Every year, more individuals, corporations, countries, and institutions hold Bitcoin. More demand plus fixed supply equals higher prices over time. The adoption curve is still early.

🏆 Network Effects

Saylor believes network effects in money work the same way they do in social networks. There's one internet, one Google, one Facebook. There will be one digital money. Bitcoin has a 15-year head start.

The Capital Stack — Who Gets Paid First

When Strategy raises money, it issues different types of securities — each with a different risk profile and return. Think of it like a building where the safest floor is at the top and the riskiest is at the bottom.

STRF - Senior
Safest
STRC - Senior
Senior
STRK - Junior
Junior
STRD - Junk
Junk
MSTR
Most upside

The higher up the stack, the safer (and lower yield). The lower down, the higher potential return — but you're last in line if things go wrong. The beautiful thing is that Strategy holds over 700k+ Bitcoin worth hundreds of billions of dollars against dividend obligations measured in the tens of millions. The company is massively overcollateralized.

Is This Risky?

Yes. Bitcoin is volatile. Strategy amplifies that volatility with leverage. If you can't stomach seeing your portfolio drop 50% and hold through it, the common stock (MSTR) is not for you.
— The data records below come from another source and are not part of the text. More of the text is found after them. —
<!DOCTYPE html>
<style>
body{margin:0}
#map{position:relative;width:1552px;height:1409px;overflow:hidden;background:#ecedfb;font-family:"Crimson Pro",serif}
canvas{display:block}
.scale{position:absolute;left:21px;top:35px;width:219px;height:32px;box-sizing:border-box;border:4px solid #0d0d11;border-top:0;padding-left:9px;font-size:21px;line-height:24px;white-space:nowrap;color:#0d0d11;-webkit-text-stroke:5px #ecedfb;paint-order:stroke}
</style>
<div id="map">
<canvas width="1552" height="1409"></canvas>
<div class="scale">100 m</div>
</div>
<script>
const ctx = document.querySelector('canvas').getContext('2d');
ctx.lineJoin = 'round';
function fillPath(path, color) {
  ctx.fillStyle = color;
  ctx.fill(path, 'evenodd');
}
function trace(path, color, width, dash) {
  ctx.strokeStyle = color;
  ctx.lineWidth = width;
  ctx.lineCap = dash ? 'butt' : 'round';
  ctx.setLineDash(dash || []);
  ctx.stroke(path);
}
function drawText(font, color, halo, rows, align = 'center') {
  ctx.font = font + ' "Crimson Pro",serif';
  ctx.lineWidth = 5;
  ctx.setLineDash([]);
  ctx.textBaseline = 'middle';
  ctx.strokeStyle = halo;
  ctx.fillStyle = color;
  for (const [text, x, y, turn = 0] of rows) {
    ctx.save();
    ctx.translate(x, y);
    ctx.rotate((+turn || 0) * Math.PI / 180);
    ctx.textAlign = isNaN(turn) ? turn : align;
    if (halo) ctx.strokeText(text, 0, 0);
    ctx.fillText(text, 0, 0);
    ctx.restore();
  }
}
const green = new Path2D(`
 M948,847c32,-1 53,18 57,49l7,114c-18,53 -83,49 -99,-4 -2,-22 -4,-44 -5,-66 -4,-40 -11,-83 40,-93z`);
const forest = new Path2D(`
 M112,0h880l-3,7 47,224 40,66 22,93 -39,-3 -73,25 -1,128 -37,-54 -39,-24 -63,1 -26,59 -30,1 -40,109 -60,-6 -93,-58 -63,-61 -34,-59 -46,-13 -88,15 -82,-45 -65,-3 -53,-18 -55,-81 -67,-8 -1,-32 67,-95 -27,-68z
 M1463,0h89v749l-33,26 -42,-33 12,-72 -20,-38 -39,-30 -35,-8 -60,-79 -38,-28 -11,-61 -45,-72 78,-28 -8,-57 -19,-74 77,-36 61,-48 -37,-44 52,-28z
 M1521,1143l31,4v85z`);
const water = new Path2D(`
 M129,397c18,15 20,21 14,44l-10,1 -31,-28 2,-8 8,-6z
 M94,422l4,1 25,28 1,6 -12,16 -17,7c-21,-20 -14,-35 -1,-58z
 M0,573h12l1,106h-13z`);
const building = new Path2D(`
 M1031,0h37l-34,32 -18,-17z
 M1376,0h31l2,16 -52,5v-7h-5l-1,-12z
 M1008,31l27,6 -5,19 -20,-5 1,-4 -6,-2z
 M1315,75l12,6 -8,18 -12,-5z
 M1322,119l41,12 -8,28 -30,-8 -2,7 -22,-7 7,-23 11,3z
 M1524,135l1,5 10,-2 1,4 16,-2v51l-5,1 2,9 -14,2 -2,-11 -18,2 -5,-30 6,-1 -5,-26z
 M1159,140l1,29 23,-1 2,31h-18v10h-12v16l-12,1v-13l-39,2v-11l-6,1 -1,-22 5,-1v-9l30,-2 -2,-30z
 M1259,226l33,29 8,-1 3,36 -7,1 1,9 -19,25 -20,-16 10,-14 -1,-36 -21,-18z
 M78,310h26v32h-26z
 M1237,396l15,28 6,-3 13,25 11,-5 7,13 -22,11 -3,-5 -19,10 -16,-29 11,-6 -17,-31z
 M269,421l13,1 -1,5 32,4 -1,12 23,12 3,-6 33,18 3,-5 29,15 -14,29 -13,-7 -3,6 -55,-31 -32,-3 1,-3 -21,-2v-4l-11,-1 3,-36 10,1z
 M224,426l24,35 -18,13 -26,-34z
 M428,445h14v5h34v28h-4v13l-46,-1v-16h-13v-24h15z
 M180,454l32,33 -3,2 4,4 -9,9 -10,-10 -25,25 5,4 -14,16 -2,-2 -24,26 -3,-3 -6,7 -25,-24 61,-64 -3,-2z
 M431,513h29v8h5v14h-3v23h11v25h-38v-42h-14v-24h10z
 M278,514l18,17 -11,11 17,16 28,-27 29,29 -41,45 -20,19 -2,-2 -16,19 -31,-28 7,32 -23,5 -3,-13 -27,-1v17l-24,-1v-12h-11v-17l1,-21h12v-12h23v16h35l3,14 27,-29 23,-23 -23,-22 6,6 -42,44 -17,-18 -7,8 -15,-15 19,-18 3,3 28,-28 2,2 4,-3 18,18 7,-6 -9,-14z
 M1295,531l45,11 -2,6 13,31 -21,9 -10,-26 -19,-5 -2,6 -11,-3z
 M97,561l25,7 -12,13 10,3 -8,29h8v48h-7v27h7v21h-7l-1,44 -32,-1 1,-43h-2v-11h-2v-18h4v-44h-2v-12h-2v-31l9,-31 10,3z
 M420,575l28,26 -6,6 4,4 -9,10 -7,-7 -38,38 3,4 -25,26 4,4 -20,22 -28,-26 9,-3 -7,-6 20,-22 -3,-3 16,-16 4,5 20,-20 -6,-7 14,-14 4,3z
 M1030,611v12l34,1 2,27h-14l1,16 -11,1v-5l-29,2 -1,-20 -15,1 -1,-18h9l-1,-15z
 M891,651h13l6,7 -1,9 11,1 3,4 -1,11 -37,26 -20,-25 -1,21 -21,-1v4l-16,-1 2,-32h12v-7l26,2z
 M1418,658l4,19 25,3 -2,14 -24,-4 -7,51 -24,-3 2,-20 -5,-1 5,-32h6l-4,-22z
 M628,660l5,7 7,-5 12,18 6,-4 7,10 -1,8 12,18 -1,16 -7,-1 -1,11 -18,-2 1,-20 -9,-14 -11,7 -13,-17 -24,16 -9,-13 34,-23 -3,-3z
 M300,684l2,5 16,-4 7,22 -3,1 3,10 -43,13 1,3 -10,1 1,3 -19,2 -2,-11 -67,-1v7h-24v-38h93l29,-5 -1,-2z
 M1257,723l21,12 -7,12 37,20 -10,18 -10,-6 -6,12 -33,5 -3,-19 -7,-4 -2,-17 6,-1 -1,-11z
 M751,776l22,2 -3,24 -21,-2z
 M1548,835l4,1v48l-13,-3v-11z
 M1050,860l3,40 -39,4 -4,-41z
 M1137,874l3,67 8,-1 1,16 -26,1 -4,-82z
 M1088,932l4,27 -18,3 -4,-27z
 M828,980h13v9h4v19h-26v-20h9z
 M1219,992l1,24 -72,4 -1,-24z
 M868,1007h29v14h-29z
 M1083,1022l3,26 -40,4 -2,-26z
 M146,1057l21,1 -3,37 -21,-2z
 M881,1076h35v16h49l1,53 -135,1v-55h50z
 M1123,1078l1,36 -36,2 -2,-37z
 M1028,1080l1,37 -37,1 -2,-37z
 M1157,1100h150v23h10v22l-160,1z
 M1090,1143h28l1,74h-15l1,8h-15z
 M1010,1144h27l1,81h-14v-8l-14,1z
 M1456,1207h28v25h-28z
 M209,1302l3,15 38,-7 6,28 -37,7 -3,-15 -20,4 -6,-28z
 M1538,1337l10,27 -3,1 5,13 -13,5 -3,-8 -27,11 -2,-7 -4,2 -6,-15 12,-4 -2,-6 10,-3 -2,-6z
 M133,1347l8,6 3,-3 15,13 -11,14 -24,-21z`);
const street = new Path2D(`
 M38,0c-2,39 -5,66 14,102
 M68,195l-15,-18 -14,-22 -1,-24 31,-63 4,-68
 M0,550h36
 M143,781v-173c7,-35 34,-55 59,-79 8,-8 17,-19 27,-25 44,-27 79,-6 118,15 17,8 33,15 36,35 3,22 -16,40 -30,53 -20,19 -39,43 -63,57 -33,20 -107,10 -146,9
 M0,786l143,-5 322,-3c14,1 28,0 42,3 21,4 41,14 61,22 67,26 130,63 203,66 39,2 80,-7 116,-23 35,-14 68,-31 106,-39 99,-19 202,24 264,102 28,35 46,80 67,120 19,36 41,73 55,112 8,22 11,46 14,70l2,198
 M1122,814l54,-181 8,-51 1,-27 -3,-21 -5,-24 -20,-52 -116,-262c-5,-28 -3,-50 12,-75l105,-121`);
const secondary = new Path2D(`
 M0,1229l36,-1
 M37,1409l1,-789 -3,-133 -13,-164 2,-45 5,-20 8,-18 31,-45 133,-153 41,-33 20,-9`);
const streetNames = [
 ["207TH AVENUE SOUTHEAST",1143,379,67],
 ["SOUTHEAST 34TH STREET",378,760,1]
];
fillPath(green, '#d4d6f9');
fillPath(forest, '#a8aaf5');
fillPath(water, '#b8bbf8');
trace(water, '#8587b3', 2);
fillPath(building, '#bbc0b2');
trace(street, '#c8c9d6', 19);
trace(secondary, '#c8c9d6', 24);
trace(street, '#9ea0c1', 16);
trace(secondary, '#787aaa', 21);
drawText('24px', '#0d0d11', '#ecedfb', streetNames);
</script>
That's exactly why the preferred stocks exist — to give you exposure to this strategy with a much more predictable, income-focused return profile. You get the benefit of the Strategy ecosystem while letting Saylor and his team manage the Bitcoin volatility on your behalf.

The Key Insight

You don't have to be a Bitcoin maximalist to benefit from this ecosystem. You just have to believe that Bitcoin won't go to zero over the next decade. Even if you're skeptical about $1M Bitcoin, STRF paying 9.4% annually is a compelling yield in any environment — especially with the return-of-capital tax treatment.